# WHAT TO WORK ON
Write out the full listing, matching it line for line.

##############################

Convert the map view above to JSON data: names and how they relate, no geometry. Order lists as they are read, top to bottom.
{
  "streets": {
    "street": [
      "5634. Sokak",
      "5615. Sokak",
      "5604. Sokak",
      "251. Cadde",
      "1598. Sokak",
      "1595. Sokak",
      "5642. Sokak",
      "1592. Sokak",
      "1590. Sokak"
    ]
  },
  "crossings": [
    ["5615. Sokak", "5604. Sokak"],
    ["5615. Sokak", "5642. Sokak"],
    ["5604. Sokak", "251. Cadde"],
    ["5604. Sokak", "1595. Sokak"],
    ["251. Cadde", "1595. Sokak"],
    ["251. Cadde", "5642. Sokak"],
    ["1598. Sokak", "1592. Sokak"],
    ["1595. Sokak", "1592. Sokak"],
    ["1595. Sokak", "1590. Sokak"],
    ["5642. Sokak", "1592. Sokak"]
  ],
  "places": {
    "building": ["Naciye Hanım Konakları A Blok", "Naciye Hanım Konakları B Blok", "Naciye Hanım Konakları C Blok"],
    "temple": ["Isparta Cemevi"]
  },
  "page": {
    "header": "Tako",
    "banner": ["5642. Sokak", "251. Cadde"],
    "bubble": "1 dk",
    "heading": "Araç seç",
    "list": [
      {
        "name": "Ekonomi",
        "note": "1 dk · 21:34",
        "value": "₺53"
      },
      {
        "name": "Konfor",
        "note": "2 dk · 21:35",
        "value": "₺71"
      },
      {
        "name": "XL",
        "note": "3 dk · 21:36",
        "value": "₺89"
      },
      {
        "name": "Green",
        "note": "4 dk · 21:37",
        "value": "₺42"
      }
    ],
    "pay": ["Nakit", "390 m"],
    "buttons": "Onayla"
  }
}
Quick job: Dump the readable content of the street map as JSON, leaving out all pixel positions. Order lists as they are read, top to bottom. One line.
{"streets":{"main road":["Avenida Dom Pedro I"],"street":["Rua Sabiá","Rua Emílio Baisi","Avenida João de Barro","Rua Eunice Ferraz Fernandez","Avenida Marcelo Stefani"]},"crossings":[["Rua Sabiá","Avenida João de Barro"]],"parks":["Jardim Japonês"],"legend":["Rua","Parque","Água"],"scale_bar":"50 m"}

##############################

# ANSWER TO THIS TASK
Convert the map view above to JSON data: names and how they relate, no geometry. Order lists as they are read, top to bottom.
{
  "streets": {
    "street": [
      "5634. Sokak",
      "5615. Sokak",
      "5604. Sokak",
      "251. Cadde",
      "1598. Sokak",
      "1595. Sokak",
      "5642. Sokak",
      "1592. Sokak",
      "1590. Sokak"
    ]
  },
  "crossings": [
    ["5615. Sokak", "5604. Sokak"],
    ["5615. Sokak", "5642. Sokak"],
    ["5604. Sokak", "251. Cadde"],
    ["5604. Sokak", "1595. Sokak"],
    ["251. Cadde", "1595. Sokak"],
    ["251. Cadde", "5642. Sokak"],
    ["1598. Sokak", "1592. Sokak"],
    ["1595. Sokak", "1592. Sokak"],
    ["1595. Sokak", "1590. Sokak"],
    ["5642. Sokak", "1592. Sokak"]
  ],
  "places": {
    "building": ["Naciye Hanım Konakları A Blok", "Naciye Hanım Konakları B Blok", "Naciye Hanım Konakları C Blok"],
    "temple": ["Isparta Cemevi"]
  },
  "page": {
    "header": "Tako",
    "banner": ["5642. Sokak", "251. Cadde"],
    "bubble": "1 dk",
    "heading": "Araç seç",
    "list": [
      {
        "name": "Ekonomi",
        "note": "1 dk · 21:34",
        "value": "₺53"
      },
      {
        "name": "Konfor",
        "note": "2 dk · 21:35",
        "value": "₺71"
      },
      {
        "name": "XL",
        "note": "3 dk · 21:36",
        "value": "₺89"
      },
      {
        "name": "Green",
        "note": "4 dk · 21:37",
        "value": "₺42"
      }
    ],
    "pay": ["Nakit", "390 m"],
    "buttons": "Onayla"
  }
}
Quick job: Dump the readable content of the street map as JSON, leaving out all pixel positions. Order lists as they are read, top to bottom. One line.
{"streets":{"main road":["Avenida Dom Pedro I"],"street":["Rua Sabiá","Rua Emílio Baisi","Avenida João de Barro","Rua Eunice Ferraz Fernandez","Avenida Marcelo Stefani"]},"crossings":[["Rua Sabiá","Avenida João de Barro"]],"parks":["Jardim Japonês"],"legend":["Rua","Parque","Água"],"scale_bar":"50 m"}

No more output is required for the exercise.